**** TASK INPUTS

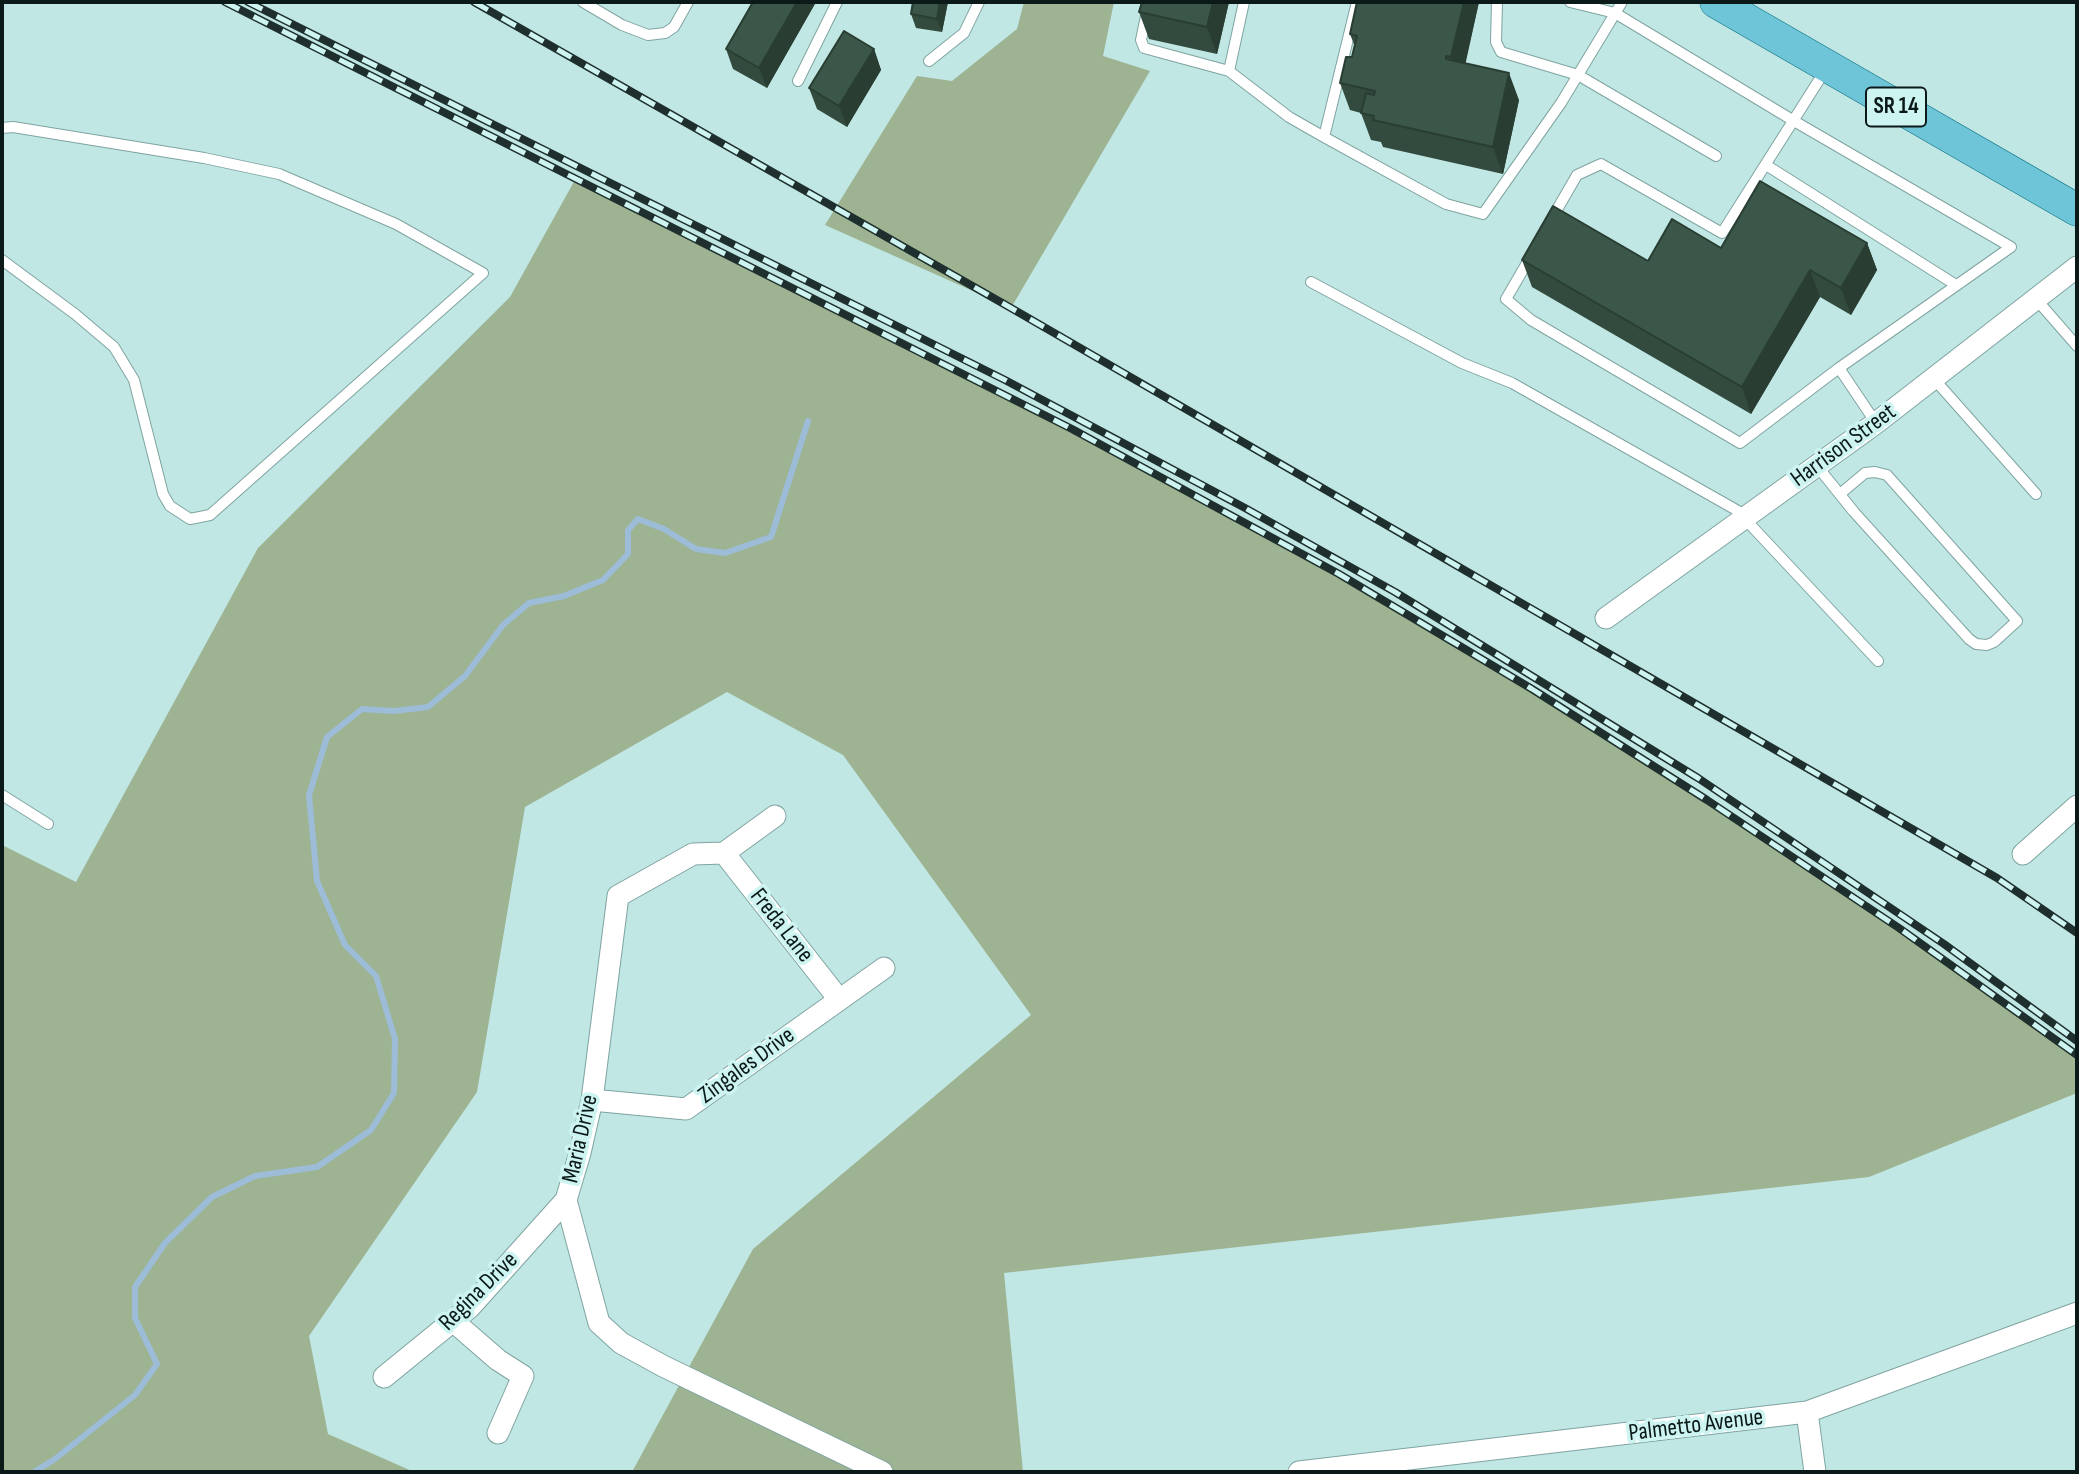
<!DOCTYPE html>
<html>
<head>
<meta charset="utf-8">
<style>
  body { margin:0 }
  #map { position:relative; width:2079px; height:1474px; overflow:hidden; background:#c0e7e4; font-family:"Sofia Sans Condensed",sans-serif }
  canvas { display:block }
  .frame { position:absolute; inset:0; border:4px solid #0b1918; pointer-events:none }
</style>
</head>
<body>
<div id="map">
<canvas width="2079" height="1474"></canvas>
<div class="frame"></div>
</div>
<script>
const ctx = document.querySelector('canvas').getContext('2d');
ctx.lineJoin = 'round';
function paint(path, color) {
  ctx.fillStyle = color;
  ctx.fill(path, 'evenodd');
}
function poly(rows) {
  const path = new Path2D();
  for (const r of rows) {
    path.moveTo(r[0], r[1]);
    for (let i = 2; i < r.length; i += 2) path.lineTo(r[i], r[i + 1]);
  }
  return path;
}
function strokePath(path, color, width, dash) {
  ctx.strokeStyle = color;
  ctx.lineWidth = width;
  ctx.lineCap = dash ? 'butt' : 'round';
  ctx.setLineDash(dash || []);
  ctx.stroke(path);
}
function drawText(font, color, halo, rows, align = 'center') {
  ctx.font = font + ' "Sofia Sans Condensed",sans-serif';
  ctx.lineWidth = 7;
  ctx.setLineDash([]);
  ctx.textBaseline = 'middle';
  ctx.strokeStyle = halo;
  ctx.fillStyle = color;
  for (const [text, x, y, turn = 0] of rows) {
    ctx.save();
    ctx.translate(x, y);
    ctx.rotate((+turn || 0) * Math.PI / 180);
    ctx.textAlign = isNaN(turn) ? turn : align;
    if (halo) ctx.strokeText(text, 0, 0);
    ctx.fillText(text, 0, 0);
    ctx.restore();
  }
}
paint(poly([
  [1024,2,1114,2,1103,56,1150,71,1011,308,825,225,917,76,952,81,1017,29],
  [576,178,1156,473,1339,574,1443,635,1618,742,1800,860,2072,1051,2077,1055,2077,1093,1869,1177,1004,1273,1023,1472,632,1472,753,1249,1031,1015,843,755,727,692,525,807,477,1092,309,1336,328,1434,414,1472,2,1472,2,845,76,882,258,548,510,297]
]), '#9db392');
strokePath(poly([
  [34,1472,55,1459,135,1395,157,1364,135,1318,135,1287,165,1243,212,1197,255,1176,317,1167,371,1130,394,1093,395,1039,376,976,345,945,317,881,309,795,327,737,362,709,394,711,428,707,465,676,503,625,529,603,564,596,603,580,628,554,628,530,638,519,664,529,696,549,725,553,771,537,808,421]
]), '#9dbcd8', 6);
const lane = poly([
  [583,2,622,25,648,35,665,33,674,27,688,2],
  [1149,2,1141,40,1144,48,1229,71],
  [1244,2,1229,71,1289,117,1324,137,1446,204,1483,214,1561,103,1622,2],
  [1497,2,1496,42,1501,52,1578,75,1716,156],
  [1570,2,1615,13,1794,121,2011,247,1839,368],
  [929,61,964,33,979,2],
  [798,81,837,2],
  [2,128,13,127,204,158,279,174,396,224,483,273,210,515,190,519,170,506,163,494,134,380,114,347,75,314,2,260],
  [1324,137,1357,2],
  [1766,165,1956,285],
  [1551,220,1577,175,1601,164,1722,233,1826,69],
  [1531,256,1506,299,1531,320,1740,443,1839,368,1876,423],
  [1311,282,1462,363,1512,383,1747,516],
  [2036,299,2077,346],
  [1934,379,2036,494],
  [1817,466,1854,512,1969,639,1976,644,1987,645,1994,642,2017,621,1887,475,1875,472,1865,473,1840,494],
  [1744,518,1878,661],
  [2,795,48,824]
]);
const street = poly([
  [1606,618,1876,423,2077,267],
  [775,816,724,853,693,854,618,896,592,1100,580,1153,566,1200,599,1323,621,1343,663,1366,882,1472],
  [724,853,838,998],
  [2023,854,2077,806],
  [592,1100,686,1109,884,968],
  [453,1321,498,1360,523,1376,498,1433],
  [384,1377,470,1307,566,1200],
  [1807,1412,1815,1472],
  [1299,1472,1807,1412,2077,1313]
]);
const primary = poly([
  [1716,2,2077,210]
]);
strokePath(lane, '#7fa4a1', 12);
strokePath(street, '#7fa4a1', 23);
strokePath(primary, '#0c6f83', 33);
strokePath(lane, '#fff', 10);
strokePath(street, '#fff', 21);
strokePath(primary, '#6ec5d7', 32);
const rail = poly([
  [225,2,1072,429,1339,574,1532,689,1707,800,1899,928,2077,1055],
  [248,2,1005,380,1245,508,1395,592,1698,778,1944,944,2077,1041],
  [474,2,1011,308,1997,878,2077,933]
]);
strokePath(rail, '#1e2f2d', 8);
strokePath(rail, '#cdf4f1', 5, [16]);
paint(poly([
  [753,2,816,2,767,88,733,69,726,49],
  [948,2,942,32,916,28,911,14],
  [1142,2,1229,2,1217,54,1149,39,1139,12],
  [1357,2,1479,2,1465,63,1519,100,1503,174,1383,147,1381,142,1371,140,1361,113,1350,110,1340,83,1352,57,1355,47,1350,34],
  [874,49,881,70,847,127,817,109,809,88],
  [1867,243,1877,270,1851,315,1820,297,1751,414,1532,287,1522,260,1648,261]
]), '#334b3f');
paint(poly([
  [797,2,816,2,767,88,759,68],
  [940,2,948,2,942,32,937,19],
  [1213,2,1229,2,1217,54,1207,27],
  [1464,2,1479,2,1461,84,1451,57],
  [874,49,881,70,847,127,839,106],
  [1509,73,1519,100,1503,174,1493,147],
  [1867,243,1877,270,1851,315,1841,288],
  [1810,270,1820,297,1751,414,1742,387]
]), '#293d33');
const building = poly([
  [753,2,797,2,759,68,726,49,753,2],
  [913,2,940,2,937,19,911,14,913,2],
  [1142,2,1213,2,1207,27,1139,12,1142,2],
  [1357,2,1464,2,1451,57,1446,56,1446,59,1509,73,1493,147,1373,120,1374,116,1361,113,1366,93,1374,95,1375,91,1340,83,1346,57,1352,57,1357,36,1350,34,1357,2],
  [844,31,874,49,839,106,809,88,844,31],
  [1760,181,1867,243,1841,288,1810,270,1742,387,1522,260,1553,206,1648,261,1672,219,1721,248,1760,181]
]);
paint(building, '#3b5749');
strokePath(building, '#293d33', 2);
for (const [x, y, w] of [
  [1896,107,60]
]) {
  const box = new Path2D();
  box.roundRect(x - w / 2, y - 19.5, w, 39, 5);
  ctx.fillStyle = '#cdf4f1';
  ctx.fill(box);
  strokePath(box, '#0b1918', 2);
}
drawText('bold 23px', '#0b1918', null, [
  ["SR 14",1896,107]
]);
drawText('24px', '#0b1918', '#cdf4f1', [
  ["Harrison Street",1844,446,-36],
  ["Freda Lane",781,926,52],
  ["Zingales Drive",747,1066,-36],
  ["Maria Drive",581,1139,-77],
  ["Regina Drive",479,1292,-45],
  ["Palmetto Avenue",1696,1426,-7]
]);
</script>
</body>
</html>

********

**ACTIVITY:**
Exact repeats of the lines from the first one in the data through the line containing "const ctx = document.querySelector('canvas').getContext('2d');" make up the answer. Pictures do not.

**PROBLEM SOLUTION:**
<!DOCTYPE html>
<html>
<head>
<meta charset="utf-8">
<style>
  body { margin:0 }
  #map { position:relative; width:2079px; height:1474px; overflow:hidden; background:#c0e7e4; font-family:"Sofia Sans Condensed",sans-serif }
  canvas { display:block }
  .frame { position:absolute; inset:0; border:4px solid #0b1918; pointer-events:none }
</style>
</head>
<body>
<div id="map">
<canvas width="2079" height="1474"></canvas>
<div class="frame"></div>
</div>
<script>
const ctx = document.querySelector('canvas').getContext('2d');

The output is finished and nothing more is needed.